Tuesday, 1 September 2009

Brighton and Hove's social media ambitions

Brighton and Hove City Council is advertising for a social media officer, I discovered today.

My first reaction was to laugh. Then I saw the salary (more than I've ever earned), my news editor hat came on again, and the story of a council paying someone good money to play about on Twitter and Facebook took over. Now, although I will defend the validity of that angle to the hilt, I've had a bit more time to reflect, and I'm more in two minds.

It's way past my bedtime, so some quick thoughts (many prompted by @artistsmakers):

Why do you need a separate press officer to perform this role? As @artistsmakers pointed out, social media is just a tool to talk to people - it's the equivalent of hiring someone to type and send emails.

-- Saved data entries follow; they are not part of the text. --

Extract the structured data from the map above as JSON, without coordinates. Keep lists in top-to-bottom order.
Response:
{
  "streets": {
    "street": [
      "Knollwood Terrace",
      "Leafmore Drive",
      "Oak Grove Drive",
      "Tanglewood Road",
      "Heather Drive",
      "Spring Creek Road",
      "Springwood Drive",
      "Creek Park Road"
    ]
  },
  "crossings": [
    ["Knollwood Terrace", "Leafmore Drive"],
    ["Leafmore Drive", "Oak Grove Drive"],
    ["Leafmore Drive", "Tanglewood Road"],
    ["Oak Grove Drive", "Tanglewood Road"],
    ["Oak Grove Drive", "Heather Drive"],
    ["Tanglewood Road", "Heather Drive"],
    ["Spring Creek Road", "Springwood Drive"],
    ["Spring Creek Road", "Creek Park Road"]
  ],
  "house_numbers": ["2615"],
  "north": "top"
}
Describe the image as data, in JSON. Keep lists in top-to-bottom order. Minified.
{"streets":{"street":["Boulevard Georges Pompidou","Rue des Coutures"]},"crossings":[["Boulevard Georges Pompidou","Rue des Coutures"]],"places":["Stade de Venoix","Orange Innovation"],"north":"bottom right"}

Perhaps that's disingenuous of me though - the fuller job spec says part of the role is to "evangelise, train and coach staff on the implementation and use of new technologies such as blogging and tweeting". So will normal council staff be allowed to use social media? (I'm told that Facebook etc are currently blocked.)

If council staff are let loose, will they be allowed to respond to tricky questions publicly, e.g. on a Facebook wall, on Twitter, or in the comments of a blog?

If so, will these responses have to be vetted in the way I'm sure B&HCC press responses must be? Surely that would be far too time-consuming? And kind of defeat the point of being open, accessible and accountable in the first place!

But if council staff are allowed to respond freely, then will journalists be allowed to ask questions in these online forums? And if they are, then where does that leave the press office? Could we be seeing a return to the times when journalists were able to talk to the horse's mouth? But now joined by citizen journalists too?

Interesting times . . .


Anonymous said...

Hey Jo

What's really interesting about it is that it's in the marketing team, not the press office - so will they be answering any difficult questions at all?

I know of a few councils that use Twitter for promo-ing what they're up to but I've never yet seen them asked any difficult questions, by journalists or punters.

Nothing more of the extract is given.